## The fun of `awk`

May 30, 2008

I like `awk`, I really do, but sometimes it really irritates me. Take, for example, this fun little awk program:

`awk 'BEGIN {print "5" == "05"}' /dev/null`

You might rationally expect this to print '1' (awk's boolean truth value). As I found out once, you would be sadly mistaken; this is false, presumably because `awk` winds up doing a string comparison instead of a numeric one. Too bad if you're reading one set of fields that are zero-padded and one set that aren't.

(The workaround is add 0 to the "05" to force the numeric interpretation; `"5" == ("05"+0)` comes out true.)

This shows two drawbacks of the sort of magical conversion between numbers and strings that `awk` does. First, this sort of stuff involves heuristics, and heuristics are inevitably wrong sooner or later. And second, if you do not have the fine details carefully memorized you can wind up surprised.

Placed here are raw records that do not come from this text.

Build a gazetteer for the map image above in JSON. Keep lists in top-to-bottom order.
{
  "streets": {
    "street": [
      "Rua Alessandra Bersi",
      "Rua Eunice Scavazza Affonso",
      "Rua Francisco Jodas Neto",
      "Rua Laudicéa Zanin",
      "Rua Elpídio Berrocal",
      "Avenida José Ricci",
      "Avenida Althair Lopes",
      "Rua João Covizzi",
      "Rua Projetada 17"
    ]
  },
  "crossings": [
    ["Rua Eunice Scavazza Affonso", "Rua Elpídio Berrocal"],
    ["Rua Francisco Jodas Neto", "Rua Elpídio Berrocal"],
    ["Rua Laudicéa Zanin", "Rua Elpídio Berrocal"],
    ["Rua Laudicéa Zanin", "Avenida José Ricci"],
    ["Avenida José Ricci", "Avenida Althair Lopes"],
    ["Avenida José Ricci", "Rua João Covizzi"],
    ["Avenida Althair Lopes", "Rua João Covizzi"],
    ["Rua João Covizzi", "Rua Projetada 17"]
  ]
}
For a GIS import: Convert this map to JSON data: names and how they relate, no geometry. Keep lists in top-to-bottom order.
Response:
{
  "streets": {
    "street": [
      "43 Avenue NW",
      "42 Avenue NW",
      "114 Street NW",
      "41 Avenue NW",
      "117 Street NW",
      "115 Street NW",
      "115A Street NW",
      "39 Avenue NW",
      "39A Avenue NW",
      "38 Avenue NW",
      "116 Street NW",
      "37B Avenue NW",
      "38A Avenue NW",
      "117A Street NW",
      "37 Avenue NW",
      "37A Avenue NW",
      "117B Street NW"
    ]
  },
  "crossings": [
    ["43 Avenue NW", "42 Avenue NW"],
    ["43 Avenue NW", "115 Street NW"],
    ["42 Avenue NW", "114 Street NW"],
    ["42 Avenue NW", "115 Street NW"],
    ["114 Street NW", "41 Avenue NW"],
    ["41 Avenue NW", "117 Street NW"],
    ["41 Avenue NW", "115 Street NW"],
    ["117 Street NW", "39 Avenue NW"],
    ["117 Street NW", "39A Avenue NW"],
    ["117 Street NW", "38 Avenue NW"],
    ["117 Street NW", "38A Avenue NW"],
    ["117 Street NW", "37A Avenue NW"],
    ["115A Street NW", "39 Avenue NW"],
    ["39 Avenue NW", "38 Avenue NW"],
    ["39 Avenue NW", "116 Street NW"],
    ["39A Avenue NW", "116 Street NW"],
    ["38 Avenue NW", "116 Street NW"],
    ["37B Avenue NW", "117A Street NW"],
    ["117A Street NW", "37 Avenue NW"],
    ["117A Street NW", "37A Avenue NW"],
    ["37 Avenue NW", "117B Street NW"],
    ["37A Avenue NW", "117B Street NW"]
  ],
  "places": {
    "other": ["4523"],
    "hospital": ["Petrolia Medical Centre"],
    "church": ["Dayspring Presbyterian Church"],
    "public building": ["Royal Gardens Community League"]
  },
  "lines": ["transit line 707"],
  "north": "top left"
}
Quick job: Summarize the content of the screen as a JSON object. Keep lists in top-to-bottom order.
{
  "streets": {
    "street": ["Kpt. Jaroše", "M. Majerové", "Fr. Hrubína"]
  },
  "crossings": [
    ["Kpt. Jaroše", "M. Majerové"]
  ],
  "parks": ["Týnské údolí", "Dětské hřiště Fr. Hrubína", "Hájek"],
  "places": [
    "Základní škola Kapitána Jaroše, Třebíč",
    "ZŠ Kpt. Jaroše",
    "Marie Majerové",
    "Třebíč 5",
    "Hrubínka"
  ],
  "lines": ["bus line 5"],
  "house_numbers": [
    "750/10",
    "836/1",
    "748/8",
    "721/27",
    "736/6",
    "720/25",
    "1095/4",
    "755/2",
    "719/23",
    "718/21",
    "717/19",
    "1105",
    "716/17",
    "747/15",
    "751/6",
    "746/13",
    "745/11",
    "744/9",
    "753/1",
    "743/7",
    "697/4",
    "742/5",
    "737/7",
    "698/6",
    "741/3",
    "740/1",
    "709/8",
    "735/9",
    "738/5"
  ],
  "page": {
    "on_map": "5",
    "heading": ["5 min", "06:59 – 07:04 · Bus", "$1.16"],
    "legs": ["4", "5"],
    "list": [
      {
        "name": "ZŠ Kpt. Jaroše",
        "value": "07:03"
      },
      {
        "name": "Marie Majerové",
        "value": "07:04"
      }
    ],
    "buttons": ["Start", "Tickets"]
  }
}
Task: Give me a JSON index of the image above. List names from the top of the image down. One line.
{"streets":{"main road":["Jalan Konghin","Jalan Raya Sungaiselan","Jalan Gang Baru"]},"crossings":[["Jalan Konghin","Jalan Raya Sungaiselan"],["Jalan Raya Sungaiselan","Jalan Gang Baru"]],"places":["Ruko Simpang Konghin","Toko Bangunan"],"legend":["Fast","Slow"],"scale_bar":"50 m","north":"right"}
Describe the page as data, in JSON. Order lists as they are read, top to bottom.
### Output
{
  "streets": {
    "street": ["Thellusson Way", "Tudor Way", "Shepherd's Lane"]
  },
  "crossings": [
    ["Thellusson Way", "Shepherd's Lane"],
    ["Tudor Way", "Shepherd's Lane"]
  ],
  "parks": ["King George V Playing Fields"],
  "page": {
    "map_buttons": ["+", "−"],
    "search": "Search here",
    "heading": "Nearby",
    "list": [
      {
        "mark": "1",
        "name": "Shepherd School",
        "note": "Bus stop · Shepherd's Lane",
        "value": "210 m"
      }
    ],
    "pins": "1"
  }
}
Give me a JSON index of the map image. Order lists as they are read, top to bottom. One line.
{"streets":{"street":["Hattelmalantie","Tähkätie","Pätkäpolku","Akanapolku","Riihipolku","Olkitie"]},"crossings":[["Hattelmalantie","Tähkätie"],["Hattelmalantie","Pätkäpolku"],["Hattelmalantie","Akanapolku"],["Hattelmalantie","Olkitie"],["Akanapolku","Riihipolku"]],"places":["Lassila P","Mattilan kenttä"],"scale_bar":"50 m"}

At the same time such magical conversions live on because they are oh so very handy when you are banging things in a hurry. Considering the sorts of things that `awk` was designed for, this is completely the right decision for it; having to write explicit Python-style conversions all the time would probably drive me up the wall, however much I like them in Python.

From 71.65.56.124 at 2008-05-31 11:01:34:

You can also take away the quotes if you know your input will be mathematical.

By cks at 2008-05-31 12:06:38:

In this case the real version was more like '`if (\$1 == \$3) ...`'; the actual values I was comparing were input fields instead of one being a constant.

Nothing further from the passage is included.